(Data excerpts)
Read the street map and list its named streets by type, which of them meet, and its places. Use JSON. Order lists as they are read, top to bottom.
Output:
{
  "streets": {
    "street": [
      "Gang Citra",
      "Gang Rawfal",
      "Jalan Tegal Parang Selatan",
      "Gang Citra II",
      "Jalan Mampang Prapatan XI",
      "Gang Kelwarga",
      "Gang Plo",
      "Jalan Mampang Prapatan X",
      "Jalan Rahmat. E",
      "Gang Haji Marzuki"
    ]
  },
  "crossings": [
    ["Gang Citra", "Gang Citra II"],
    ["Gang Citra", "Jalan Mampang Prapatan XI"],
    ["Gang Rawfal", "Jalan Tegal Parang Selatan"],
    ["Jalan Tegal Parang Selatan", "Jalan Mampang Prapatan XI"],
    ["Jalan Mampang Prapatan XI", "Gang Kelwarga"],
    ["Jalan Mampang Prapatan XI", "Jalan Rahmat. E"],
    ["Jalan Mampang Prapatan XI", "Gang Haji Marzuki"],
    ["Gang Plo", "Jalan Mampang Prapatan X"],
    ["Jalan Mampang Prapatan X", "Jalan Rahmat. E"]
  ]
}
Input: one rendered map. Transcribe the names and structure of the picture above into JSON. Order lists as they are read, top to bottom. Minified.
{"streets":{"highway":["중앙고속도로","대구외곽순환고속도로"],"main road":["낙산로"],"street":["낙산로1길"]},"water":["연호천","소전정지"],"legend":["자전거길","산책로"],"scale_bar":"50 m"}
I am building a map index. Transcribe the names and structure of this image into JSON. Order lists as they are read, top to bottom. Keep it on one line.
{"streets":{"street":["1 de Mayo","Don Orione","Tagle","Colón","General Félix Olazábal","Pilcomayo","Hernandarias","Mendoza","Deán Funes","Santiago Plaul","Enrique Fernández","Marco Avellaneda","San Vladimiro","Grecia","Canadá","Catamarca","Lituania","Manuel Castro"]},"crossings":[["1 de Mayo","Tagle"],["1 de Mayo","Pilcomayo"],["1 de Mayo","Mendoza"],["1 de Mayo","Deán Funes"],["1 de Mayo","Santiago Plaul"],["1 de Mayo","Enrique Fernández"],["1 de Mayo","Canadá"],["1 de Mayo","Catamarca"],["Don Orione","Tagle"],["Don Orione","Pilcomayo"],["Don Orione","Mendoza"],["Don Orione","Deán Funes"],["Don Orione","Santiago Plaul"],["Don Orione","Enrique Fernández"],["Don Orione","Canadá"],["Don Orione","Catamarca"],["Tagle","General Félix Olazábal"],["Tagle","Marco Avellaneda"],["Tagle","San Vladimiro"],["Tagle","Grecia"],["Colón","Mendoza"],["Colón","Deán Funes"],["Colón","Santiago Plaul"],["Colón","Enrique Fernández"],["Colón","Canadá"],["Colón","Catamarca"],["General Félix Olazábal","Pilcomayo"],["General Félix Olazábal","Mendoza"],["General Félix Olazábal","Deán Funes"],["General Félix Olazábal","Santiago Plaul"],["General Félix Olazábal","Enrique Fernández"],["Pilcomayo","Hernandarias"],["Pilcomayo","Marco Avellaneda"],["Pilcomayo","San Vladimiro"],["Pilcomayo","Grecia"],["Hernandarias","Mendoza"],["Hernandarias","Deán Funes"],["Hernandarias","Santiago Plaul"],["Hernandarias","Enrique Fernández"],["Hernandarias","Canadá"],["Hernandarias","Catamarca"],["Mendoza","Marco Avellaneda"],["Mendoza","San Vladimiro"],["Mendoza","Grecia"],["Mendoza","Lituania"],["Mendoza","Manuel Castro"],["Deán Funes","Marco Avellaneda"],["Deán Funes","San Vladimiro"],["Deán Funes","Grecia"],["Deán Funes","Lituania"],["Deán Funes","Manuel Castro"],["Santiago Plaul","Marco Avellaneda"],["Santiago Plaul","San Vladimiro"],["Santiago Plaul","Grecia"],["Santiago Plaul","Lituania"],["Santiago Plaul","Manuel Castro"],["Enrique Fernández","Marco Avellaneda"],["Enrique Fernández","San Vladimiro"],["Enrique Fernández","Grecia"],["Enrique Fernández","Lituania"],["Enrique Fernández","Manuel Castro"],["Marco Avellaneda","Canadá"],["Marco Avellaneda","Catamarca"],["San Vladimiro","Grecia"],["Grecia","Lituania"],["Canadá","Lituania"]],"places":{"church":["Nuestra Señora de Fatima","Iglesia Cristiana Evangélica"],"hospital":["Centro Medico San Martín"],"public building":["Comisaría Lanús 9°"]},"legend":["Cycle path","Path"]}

# [What you should do]
Lines that contain "Gang" are to be copied from the records above.

# [Answer]
      "Gang Citra",
      "Gang Rawfal",
      "Gang Citra II",
      "Gang Kelwarga",
      "Gang Plo",
      "Gang Haji Marzuki"
    ["Gang Citra", "Gang Citra II"],
    ["Gang Citra", "Jalan Mampang Prapatan XI"],
    ["Gang Rawfal", "Jalan Tegal Parang Selatan"],
    ["Jalan Mampang Prapatan XI", "Gang Kelwarga"],
    ["Jalan Mampang Prapatan XI", "Gang Haji Marzuki"],
    ["Gang Plo", "Jalan Mampang Prapatan X"],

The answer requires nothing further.